PARIS: European shares were marginally higher on Monday as gains in energy firms and telecom stocks were countered by worsening fears of recession in the euro zone and losses in Spanish stocks after the country’s general election yielded no clear winner.
Spain’s benchmark IBEX index was down 0.3%, having hit a near one-week low earlier in the session, following results from Sunday’s vote which denied both the left and the right bloc an easy path to form a government, pointing to a political gridlock and raising nervousness among investors.
Shares of Madrid-listed utilities, which had priced in a victory for right-wing parties, fell, with Endesa and Iberdrola down 2.7% and 0.5%, respectively.
A gauge of Spanish lenders that includes Banco de Sabadell, Banco Santander and Caixabank fell 0.3%.
However, the pan-European STOXX 600 edged up 0.1%, hovering near its five-week highs.
A survey showed the downturn in euro zone business activity deepened much more than expected in July as demand in the bloc’s dominant services industry declined and factory output fell at the fastest pace since COVID-19 first took hold.

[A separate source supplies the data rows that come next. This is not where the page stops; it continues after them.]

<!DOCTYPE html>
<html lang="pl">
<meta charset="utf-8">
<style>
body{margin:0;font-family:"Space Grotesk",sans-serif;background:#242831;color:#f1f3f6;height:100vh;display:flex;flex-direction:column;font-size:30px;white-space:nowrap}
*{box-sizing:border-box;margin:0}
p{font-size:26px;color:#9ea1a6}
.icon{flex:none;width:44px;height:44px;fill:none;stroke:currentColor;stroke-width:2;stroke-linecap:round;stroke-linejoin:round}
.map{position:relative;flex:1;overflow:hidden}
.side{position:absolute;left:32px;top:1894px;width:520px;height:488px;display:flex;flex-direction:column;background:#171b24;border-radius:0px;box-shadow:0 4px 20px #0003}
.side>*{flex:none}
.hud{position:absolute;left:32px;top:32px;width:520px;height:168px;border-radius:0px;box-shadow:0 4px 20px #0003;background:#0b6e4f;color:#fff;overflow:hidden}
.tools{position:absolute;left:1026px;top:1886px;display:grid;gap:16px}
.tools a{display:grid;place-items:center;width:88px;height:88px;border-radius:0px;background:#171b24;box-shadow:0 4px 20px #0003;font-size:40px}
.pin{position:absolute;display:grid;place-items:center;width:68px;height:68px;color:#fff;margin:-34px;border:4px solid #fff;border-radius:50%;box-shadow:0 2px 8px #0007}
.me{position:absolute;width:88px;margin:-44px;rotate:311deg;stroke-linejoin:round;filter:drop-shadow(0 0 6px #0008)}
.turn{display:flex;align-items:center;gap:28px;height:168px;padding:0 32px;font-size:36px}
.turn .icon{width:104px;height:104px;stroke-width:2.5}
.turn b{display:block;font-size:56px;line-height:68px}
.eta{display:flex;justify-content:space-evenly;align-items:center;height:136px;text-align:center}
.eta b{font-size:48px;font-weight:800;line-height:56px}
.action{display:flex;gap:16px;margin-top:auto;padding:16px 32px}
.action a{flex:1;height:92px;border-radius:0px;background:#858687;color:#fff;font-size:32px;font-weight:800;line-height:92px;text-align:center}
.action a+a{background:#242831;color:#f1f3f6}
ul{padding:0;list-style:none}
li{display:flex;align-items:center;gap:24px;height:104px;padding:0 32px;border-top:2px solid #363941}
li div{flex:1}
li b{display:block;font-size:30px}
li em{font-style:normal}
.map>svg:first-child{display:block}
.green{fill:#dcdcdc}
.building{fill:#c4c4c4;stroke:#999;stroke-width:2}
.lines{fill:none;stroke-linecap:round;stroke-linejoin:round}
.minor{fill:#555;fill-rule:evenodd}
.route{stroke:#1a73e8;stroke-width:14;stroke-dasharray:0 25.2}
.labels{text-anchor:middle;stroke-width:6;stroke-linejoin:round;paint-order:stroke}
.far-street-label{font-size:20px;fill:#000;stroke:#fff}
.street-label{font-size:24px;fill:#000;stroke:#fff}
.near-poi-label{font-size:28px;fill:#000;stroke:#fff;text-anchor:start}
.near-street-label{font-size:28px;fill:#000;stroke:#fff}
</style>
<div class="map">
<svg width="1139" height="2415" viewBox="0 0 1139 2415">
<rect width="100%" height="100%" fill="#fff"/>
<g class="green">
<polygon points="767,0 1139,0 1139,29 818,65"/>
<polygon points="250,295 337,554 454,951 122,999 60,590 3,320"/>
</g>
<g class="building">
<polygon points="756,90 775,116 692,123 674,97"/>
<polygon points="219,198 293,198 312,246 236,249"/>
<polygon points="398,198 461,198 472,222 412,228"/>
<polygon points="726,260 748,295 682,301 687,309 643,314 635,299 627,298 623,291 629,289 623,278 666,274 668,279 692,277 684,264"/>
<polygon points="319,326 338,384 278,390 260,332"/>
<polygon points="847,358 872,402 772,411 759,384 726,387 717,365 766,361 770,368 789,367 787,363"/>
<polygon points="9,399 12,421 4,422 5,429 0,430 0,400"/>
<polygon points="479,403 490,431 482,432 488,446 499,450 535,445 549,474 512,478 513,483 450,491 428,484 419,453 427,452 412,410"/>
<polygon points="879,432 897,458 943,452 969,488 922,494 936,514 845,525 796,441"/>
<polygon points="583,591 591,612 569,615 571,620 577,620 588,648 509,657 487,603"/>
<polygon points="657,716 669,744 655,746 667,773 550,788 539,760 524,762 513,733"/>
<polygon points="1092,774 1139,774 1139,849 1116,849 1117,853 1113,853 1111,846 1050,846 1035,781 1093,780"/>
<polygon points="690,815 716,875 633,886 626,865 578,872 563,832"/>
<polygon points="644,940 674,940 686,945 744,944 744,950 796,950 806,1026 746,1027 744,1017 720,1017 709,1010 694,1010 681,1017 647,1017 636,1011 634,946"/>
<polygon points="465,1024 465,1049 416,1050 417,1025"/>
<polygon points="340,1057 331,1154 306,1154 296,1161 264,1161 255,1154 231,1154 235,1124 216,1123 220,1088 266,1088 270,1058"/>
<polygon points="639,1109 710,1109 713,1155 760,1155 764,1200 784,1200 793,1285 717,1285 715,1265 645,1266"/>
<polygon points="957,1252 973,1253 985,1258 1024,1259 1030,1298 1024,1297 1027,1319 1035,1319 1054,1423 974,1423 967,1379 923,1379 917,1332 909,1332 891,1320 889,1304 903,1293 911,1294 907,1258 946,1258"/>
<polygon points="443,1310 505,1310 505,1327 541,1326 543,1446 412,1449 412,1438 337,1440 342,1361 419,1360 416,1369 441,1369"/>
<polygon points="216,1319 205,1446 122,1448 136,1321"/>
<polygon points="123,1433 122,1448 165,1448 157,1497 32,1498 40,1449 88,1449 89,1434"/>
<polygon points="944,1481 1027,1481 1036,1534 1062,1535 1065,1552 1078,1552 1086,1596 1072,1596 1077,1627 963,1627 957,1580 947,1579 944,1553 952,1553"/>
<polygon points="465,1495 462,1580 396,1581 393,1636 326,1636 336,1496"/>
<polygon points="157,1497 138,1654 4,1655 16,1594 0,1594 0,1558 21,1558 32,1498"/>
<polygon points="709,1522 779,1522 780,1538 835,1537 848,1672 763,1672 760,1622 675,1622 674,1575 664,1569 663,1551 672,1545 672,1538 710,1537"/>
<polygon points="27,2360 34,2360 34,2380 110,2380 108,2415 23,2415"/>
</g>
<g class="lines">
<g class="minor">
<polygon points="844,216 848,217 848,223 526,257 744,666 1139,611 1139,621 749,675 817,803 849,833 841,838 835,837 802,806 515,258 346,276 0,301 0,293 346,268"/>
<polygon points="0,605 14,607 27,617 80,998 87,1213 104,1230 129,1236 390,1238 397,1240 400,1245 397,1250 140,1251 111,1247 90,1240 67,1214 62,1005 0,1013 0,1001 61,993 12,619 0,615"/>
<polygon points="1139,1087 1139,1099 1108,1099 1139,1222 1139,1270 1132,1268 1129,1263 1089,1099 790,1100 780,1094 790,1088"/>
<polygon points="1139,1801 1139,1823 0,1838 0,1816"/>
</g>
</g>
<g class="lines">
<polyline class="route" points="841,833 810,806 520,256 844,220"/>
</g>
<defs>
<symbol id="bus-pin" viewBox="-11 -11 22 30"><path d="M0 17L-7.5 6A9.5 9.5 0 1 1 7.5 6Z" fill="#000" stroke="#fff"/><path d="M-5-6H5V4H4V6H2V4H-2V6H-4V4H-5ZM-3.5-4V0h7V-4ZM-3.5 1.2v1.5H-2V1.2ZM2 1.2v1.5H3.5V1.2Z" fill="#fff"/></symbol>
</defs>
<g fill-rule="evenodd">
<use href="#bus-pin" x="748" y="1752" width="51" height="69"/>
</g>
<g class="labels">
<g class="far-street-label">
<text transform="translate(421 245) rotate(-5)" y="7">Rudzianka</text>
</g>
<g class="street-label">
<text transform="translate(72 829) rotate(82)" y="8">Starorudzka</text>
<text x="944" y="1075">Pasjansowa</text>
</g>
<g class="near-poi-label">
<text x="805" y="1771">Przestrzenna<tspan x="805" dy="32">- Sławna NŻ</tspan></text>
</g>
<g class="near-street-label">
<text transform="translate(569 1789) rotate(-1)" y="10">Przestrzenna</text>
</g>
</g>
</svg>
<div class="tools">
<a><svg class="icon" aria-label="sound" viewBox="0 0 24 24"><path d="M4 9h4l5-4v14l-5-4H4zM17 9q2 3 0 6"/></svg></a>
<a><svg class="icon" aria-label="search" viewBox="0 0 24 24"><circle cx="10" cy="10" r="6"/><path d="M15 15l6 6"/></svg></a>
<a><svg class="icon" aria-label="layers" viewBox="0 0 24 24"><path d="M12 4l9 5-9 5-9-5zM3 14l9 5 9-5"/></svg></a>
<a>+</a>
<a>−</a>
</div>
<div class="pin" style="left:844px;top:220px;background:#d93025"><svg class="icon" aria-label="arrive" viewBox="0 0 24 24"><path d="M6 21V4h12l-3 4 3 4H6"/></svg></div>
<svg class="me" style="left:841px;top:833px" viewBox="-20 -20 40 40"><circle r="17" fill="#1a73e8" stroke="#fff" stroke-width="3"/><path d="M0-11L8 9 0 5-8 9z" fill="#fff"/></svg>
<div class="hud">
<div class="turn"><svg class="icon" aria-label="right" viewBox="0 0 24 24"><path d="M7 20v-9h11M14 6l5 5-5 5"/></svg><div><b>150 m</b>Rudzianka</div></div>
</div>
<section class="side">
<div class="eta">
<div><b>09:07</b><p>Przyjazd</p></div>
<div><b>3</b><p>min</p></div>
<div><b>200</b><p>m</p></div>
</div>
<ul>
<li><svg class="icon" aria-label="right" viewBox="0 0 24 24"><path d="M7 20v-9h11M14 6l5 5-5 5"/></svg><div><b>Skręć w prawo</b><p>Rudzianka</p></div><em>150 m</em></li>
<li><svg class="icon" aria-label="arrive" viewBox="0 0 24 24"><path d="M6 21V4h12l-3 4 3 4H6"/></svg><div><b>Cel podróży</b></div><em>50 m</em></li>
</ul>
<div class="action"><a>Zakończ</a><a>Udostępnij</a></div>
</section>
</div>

“There has been some mild underperformance from the Spanish equities today but this is couched in the context of weakness across euro zone equities generally in the wake of the release of today’s purchasing manager surveys which painted a great downbeat perception across the base for the regional economy,” said Jeremy Batstone-Carr, European strategist at Raymond James.
Markets have priced in a quarter percentage point increase in interest rates to 3.75% by the ECB later this week, but what it will do after July is less certain.
Irish stocks led losses on the index, down 0.9%, dragged by a 6.1% fall in Ryanair after the airline forecast weak traffic for the year 2024.
Capping declines, energy shares added 1.5% as crude prices rose on tightening supply and hopes for Chinese stimulus measures.
Boosting the telecom sector, Vodafone Group rallied 4.1% after it reported an acceleration in first-quarter top-line growth.
Among other stocks, Bavarian Nordic tumbled 26.0% to an over one-year low after the Denmark-based company said it was ending its respiratory syncytial virus (RSV) vaccine programme.
Dutch health technology company Philips slid 5.8% as it posted a fourth straight drop in order intake on Monday.
Swiss private bank Julius Baer climbed 8.4% after it reported an 18% increase in net profit for the first half of 2023.